I think I must stop this vitriolic and explain what happened next in my life after I left Hafeez. What are the central questions asked by my way of looking at computing in architecture?

There are two that I began with:
a) Are we really representing EVERYTHING that needs to be represented in architecture?
b) Can we really handle ALL the questions that come flooding during the architectural design process?

And later there was a third one based on my understanding of the world at large
c) Do we really have the wherewithal to understand the COMPLEXITY of issues that architecture can get into?

I will explain these questions as I go along. Here is a bit of history of TAD.

My first question was assisted by my childhood friend, V. Narayan. He was having his own epiphany moment those days. He was supremely frustrated with the casual approach and lack of sensitivity in computing. He later moved to the US. 

I drew a closed shape on a piece of paper and asked him; "You know what is peculiar about this? If I personify this paper on which I have drawn a shape as a person and asked that person what was the area of that shape, that person would happily give me the answer because it is already aware of the shape drawn on his 'body'. But me, as an architect, when I draw this shape on that paper; I really do not know the area. If I need to calculate the area, I will have to work with that shape once again, this time work out the geometry of that shape and then laboriously calculate the area. Isn't that a redundant procedure?" Narayan thought about it and said "You are pointed in the right direction. Once of the central principles of computing is to avoid repetition because if you are forced to repeat, mistakes can easily creep in. Now if you draw the shape once and to calculate the area, if you are forced to go over the points again … now that is asking for trouble" 

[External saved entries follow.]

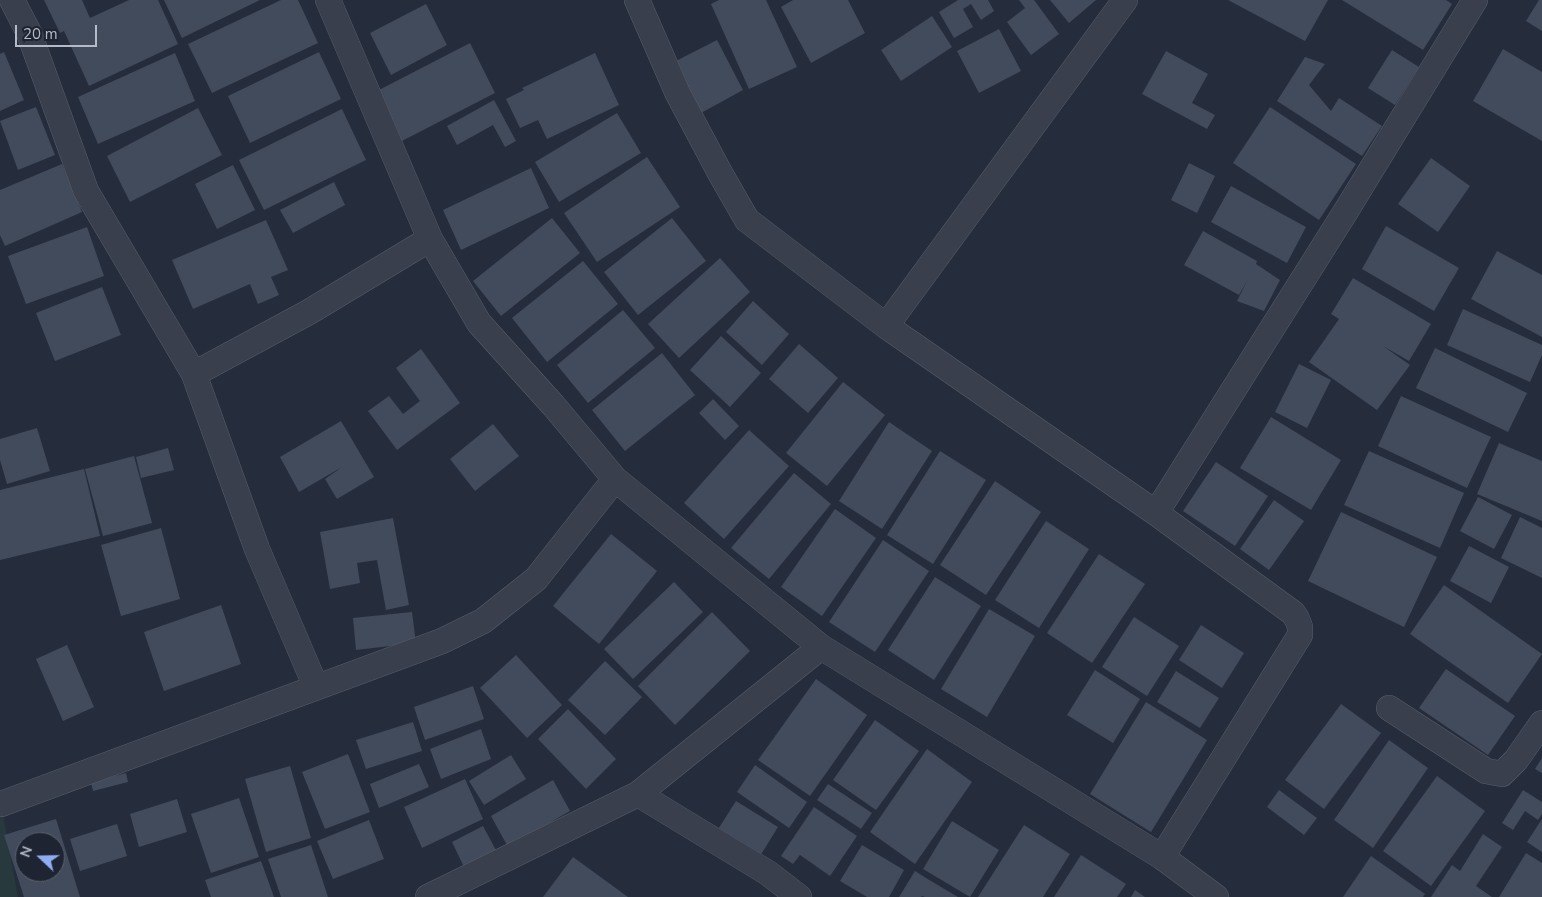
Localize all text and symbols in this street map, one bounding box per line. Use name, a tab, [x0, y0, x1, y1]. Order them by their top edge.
scale bar	[18, 15, 100, 47]
text: 20 m	[23, 24, 58, 44]
north arrow	[15, 832, 65, 882]
text: N	[16, 844, 37, 860]

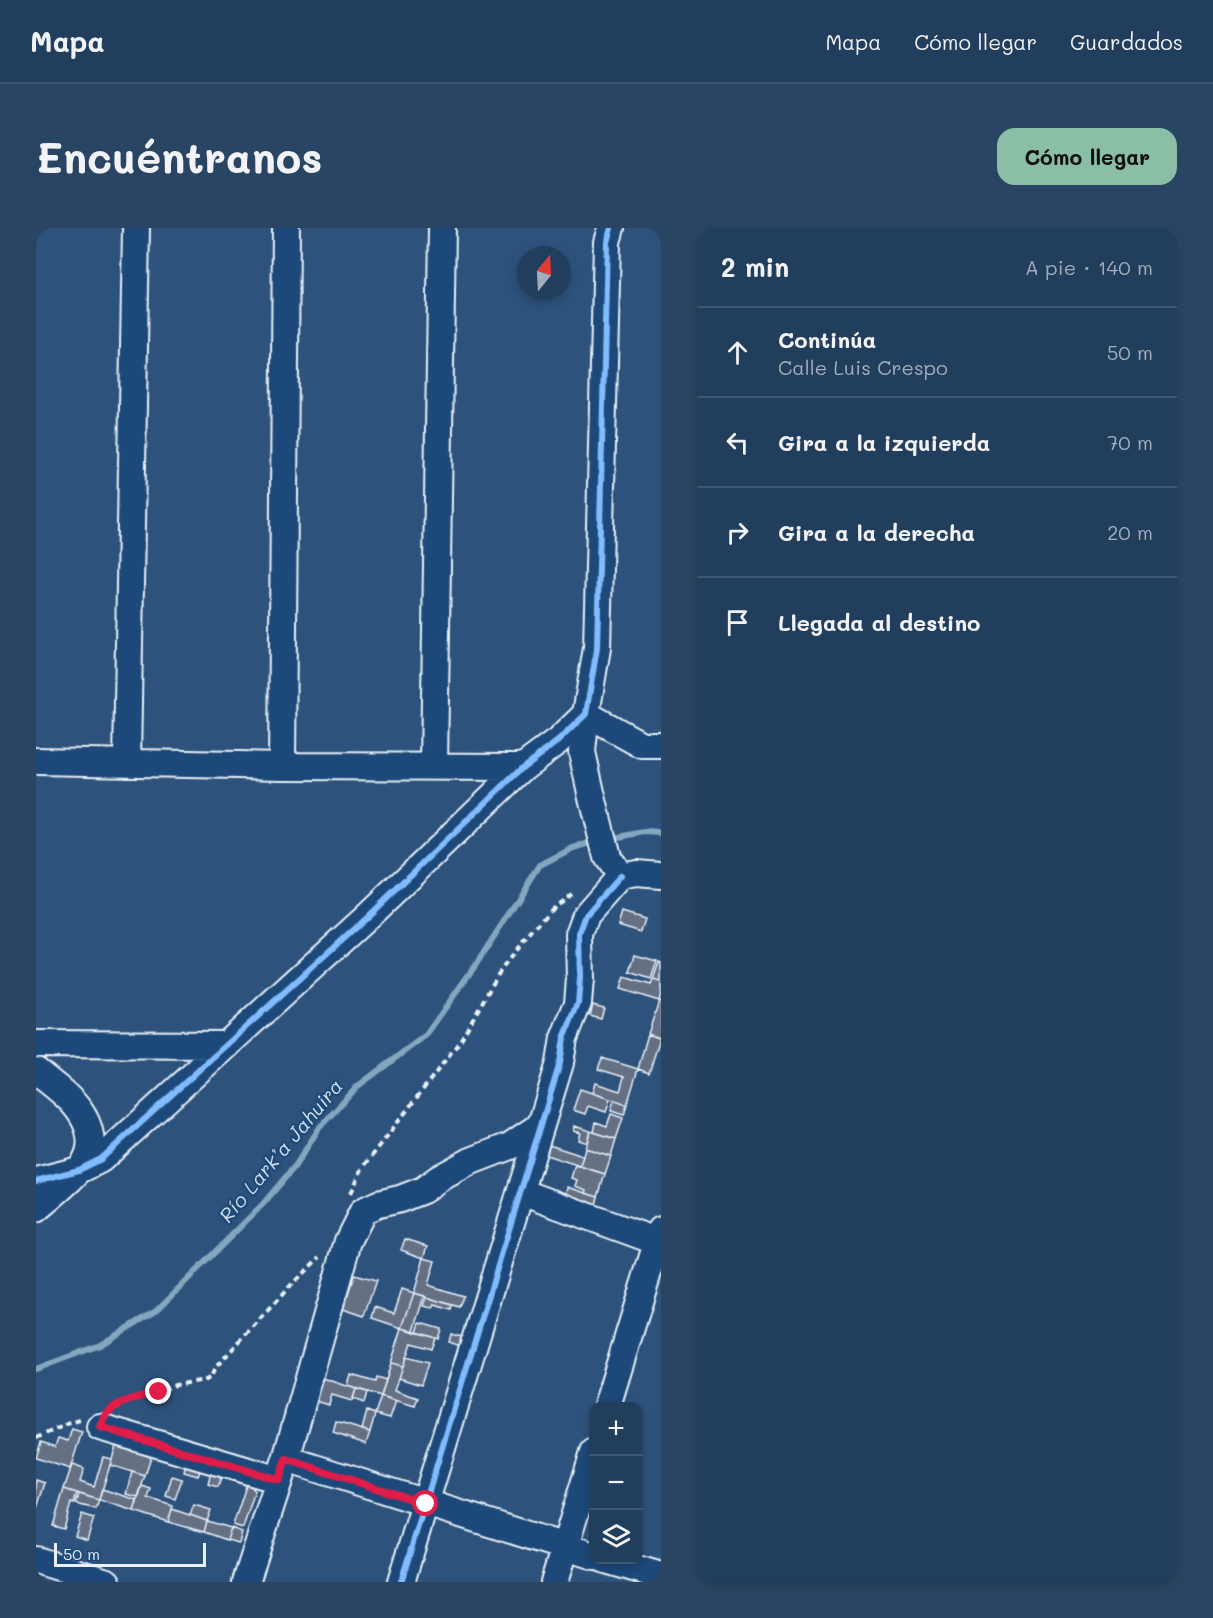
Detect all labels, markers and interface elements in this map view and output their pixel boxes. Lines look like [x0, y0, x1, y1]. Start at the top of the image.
text: Mapa [30, 23, 105, 59]
text: Mapa [825, 28, 881, 55]
text: Cómo llegar [914, 28, 1037, 55]
text: Guardados [1070, 28, 1183, 55]
button: Cómo llegar [997, 128, 1177, 185]
text: Encuéntranos [36, 129, 322, 184]
north arrow [517, 246, 571, 300]
text: 2 min [721, 250, 789, 284]
text: A pie · 140 m [1025, 254, 1153, 280]
text: Continúa [778, 325, 876, 354]
icon: ahead [721, 336, 754, 369]
text: 50 m [1107, 339, 1153, 365]
text: Calle Luis Crespo [778, 354, 948, 380]
icon: left [721, 426, 754, 459]
text: Gira a la izquierda [778, 428, 990, 457]
text: 70 m [1107, 429, 1153, 455]
icon: right [721, 516, 754, 549]
text: Gira a la derecha [778, 518, 975, 547]
text: 20 m [1107, 519, 1153, 545]
icon: arrive [721, 606, 754, 639]
text: Llegada al destino [778, 608, 980, 637]
water label: Río Lark’a Jahuira [213, 1073, 348, 1228]
route end [145, 1378, 171, 1404]
map controls [589, 1402, 643, 1564]
button: + [589, 1402, 643, 1456]
button: − [589, 1456, 643, 1510]
route start [412, 1490, 438, 1516]
button: layers [589, 1510, 643, 1564]
scale bar [54, 1540, 206, 1568]
text: 50 m [63, 1543, 100, 1564]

Sure enough, this is one common mistake that can happen when using a drafting software: Sometimes a shape is drawn by placing lines that touch each other. They look continuous but actually aren't from the viewpoint from within the software. If you now need the area, you need to go over the vertices again. You miss one and you will get the wrong area.

The first program I wrote on a hand-held programmable calculator was a simple one that read out areas as I typed in the dimensions of each side of any shape with rectilinear corners. It was in BASIC and it did not have any graphical output. That propelled me to go further. I then wrote the same algorithm in a Turbo-C program with a nice spreadsheet type of interface. The foetus of TAD had just taken seed.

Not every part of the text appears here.